Die französische Nationalversammlung hat die aktive Sterbehilfe mit 291 zu 241 Stimmen genehmigt. Das Gesetz, das assistierten Suizid unter strengen Auflagen erlaubt, wird von Befürwortern als eine der wichtigsten Reformen seit fünfzig Jahren gefeiert. Gegner, darunter die katholische Kirche und konservative Politiker, kündigen weiteren Widerstand an. Nun muss der Verfassungsrat prüfen, ob das Gesetz mit der Verfassung vereinbar ist.

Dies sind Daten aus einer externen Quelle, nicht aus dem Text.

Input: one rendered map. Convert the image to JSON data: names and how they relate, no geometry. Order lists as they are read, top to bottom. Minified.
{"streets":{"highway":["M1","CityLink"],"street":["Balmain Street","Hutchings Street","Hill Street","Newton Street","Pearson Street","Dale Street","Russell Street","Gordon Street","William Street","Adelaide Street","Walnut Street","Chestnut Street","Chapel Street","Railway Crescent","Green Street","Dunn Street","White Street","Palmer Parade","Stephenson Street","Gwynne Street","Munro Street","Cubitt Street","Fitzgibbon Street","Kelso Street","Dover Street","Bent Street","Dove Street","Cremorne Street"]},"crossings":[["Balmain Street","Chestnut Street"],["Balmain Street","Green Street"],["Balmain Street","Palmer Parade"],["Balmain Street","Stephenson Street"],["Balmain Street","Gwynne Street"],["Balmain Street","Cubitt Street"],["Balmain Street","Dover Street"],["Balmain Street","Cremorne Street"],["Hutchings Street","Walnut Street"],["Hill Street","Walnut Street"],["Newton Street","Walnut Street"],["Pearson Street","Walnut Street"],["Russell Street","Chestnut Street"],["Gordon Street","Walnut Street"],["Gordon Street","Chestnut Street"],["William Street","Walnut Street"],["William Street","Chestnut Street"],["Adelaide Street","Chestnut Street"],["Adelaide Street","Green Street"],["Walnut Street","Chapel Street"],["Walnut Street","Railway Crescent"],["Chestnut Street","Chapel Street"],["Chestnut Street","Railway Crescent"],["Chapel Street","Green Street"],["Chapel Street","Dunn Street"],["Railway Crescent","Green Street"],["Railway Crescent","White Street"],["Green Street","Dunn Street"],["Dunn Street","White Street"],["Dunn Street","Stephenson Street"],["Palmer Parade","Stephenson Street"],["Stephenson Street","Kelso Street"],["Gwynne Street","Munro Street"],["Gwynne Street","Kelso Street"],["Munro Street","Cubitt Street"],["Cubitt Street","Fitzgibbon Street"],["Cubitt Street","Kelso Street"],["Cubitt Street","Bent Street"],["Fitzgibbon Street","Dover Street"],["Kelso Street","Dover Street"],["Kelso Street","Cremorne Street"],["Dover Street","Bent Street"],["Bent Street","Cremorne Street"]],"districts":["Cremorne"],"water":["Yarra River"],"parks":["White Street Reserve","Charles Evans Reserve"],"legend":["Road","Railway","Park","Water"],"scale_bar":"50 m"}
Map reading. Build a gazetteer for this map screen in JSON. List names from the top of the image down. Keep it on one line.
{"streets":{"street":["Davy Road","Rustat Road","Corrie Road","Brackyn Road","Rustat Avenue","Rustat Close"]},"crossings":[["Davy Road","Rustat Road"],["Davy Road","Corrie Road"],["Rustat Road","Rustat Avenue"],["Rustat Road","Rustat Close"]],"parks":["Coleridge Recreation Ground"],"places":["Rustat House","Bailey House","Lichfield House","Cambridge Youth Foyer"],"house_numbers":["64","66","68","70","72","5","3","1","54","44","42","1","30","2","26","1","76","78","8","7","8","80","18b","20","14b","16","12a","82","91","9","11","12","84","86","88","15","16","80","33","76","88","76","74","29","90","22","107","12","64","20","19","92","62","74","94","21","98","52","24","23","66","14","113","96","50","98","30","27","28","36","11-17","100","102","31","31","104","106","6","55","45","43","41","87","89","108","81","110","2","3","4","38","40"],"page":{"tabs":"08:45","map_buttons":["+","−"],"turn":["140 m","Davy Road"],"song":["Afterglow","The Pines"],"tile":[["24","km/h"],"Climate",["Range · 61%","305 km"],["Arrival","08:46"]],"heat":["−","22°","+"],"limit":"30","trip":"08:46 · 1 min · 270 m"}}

Inhalt des Sterbehilfe-Gesetzes
Das Gesetz erlaubt aktive Sterbehilfe für volljährige, in Frankreich lebende Patienten mit einer unheilbaren, fortschreitenden und schmerzhaften Erkrankung im Endstadium. Alzheimer, Demenz, psychische Erkrankungen oder Koma allein reichen nicht aus. Der Patient muss den Wunsch im Vollbesitz seiner geistigen Kräfte frei und klar äußern. Ein Ärztegremium prüft den Antrag binnen zwei Wochen; der Patient muss ihn dann erneut bestätigen. Das Sterbemittel kann zu Hause oder in einer Einrichtung eingenommen werden. Ärzte können aus Gewissensgründen ablehnen, müssen den Fall aber weiterleiten.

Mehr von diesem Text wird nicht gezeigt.